Tuesday, May 8, 2018
THE GATE
Imagine yourself outside a high stone wall in front of an iron gate. Without knowing anything else, what assumptions are we tempted to make? We may think by the wall we are meant to be excluded and have no right to be inside. We may think a rich man lives in there and wants nothing to do with us. We may suppose he is high-minded, exclusively snobbish, someone with an aristocratic, elitist attitude. We are supposing things about someone else' life, not our own. Perhaps we take no thought at all that we have done nothing to earn admittance and possibly have not recognized any opportunity for admittance if it was offered.
We might be tempted to be jealous. Why is he rich and I am not? He must have advantages I do not have. His advantages are unfair, I should have had them.

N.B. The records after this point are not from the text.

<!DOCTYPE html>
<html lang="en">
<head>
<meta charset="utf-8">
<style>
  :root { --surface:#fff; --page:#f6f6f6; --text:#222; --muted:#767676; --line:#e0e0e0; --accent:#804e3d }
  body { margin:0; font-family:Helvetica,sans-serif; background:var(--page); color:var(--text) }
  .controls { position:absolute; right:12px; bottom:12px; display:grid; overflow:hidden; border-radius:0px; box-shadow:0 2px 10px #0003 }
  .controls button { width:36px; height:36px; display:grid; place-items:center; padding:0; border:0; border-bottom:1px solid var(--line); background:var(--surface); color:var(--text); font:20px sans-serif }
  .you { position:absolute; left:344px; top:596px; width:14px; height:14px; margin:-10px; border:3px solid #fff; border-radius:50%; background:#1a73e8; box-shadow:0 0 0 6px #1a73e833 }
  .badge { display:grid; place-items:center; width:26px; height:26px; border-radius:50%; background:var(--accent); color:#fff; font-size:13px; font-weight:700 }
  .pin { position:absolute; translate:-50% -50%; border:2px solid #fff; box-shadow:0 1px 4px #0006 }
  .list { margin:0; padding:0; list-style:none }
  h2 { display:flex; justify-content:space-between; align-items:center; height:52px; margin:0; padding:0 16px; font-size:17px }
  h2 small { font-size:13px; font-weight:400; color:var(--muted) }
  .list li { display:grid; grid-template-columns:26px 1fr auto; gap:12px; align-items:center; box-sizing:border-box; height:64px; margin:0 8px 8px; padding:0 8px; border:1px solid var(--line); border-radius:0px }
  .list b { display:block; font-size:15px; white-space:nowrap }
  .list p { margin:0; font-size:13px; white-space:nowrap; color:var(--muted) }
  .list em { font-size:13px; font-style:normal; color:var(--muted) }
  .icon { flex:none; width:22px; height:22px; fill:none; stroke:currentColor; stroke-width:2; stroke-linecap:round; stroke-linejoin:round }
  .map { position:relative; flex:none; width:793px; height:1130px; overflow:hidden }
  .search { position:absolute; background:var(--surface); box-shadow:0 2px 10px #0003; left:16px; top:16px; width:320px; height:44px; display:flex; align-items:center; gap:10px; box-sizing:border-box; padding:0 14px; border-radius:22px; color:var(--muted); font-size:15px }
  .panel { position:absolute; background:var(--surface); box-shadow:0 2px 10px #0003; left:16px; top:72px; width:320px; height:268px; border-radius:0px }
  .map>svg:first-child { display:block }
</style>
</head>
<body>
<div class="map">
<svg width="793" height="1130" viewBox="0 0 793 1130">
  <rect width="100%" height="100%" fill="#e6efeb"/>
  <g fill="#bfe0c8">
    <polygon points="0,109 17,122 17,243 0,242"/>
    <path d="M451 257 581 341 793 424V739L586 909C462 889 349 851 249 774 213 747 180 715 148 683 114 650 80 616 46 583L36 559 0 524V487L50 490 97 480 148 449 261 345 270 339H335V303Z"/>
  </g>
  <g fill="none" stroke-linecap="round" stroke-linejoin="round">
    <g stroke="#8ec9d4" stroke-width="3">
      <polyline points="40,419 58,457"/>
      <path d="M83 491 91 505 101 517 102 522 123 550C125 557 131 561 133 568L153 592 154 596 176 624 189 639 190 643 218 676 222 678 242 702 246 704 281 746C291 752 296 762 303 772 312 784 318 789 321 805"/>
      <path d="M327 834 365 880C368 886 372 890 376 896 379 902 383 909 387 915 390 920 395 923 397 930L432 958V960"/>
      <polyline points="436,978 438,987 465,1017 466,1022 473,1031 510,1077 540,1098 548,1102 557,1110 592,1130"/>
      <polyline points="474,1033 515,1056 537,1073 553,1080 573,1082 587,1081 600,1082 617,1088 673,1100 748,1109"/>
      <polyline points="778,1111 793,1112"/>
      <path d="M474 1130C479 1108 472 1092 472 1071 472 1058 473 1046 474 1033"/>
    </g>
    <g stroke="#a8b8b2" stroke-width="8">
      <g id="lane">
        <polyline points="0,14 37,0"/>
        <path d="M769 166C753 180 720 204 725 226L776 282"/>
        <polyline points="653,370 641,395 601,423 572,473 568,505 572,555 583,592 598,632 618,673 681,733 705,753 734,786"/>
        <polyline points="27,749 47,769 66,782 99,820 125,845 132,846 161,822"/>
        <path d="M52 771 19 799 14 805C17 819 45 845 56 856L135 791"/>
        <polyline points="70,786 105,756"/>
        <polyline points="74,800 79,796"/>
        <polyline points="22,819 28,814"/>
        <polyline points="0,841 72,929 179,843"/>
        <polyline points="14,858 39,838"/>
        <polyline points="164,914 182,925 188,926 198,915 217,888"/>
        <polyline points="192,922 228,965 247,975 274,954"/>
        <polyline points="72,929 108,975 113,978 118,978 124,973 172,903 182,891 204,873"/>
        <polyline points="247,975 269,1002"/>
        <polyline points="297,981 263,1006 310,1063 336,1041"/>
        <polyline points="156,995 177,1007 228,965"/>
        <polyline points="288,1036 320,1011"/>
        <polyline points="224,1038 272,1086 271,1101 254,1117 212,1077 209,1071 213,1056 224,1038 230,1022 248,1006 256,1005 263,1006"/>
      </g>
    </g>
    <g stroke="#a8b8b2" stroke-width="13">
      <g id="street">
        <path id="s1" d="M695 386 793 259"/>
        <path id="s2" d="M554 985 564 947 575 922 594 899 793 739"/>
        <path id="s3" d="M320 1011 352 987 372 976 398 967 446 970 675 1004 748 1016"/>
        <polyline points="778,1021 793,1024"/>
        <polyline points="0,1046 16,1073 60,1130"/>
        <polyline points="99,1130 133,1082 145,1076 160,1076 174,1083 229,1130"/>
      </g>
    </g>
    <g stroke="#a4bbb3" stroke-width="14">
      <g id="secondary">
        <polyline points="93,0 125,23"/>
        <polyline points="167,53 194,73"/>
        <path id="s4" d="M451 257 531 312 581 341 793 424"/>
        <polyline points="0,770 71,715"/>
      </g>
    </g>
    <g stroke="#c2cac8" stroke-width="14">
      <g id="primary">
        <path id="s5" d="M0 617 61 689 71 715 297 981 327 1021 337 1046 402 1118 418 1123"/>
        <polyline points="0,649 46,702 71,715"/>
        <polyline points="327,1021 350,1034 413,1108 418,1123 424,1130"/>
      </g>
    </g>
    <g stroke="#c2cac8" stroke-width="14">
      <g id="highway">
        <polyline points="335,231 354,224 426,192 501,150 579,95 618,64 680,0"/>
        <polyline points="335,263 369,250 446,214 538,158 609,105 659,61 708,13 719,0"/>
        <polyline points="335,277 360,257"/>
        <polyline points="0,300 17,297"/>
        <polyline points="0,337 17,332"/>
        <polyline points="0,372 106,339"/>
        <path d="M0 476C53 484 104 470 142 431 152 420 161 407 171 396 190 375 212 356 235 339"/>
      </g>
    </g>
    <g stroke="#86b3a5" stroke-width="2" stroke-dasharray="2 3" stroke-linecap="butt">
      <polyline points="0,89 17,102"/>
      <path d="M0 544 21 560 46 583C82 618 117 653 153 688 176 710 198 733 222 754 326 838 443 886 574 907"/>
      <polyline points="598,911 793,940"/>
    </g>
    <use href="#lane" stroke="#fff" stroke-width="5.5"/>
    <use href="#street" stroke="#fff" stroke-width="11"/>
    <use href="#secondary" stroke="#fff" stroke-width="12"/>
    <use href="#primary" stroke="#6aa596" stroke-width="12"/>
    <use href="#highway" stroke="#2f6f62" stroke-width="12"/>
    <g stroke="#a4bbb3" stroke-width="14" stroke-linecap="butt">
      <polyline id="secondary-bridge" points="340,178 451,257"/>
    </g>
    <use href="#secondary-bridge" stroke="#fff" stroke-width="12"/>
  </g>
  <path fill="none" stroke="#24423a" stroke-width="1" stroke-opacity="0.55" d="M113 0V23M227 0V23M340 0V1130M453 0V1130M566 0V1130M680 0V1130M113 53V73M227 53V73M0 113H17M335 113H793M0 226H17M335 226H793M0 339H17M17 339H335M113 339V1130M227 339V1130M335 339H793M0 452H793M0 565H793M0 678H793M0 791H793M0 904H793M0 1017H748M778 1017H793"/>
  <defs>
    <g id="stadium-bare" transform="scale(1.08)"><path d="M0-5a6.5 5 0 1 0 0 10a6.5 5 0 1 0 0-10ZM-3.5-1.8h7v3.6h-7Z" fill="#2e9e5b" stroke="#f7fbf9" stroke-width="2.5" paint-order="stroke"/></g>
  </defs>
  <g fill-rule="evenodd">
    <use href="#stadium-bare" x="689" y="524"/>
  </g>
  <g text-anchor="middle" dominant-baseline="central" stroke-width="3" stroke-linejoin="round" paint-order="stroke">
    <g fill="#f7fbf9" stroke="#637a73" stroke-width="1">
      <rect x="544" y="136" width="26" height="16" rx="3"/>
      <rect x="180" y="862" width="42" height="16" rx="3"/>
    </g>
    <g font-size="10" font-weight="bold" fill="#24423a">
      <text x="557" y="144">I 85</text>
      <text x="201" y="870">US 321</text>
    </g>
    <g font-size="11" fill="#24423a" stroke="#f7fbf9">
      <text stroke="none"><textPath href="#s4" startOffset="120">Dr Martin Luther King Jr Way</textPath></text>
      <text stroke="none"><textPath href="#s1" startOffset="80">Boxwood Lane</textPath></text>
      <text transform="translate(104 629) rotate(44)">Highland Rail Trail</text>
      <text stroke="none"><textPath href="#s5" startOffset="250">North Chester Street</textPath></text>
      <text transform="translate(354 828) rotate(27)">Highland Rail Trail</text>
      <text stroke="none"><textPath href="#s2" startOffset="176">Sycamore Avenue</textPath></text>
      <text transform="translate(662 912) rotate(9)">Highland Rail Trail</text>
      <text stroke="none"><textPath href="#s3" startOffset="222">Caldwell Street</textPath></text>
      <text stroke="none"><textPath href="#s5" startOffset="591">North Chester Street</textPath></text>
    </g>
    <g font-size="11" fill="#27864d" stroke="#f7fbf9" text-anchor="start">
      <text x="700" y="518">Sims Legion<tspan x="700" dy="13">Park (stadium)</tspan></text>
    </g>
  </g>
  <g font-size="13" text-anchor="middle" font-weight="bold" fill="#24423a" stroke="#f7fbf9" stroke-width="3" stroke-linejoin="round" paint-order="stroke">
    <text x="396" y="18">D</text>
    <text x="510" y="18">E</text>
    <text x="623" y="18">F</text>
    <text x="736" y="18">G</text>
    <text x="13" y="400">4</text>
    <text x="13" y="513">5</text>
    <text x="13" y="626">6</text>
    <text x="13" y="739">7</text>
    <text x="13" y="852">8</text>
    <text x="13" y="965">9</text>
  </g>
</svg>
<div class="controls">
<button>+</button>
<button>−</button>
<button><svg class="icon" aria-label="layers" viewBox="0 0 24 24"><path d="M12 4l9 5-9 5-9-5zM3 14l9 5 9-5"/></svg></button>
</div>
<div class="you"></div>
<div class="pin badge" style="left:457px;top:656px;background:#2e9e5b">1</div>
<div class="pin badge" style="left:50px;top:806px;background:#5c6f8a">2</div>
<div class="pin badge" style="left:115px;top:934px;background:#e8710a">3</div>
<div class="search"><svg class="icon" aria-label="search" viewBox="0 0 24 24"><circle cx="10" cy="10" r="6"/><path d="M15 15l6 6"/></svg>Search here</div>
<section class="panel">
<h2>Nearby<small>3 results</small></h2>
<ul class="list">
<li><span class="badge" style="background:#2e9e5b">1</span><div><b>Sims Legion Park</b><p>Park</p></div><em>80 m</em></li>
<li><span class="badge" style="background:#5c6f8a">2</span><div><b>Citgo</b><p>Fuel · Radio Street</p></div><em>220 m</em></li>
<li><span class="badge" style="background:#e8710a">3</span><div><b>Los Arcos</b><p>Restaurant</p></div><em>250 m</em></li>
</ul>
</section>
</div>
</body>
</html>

We see a limo come out and it drives right by us. We assume He wants no contact. But in reality we know nothing (or at least little) about him. We know nothing about his attitude toward charity. We know nothing about how kind or unkind he is. We know nothing about how or what he desires about contact with other people.
How often do we think of ourselves a bit like Lazarus the beggar outside the rich man’s gate as in Luke 16:20? We are the poor and needy: ignored by the rich and powerful.
But what if we had the gate advantage?
We, in fact, do have advantages over others. In our own ways we have advantages, though perhaps not in money. Do we stop to think of what these are? Can we name them? Are we proud of them? Do we position ourselves among others by using them? How do we handle these advantages? Do we use them well or do we use them to dominate?
It didn’t play out well for the rich man who drove past Lazarus day-by-day. Let’s be aware of what is around us as we drive out our gate in our limousines.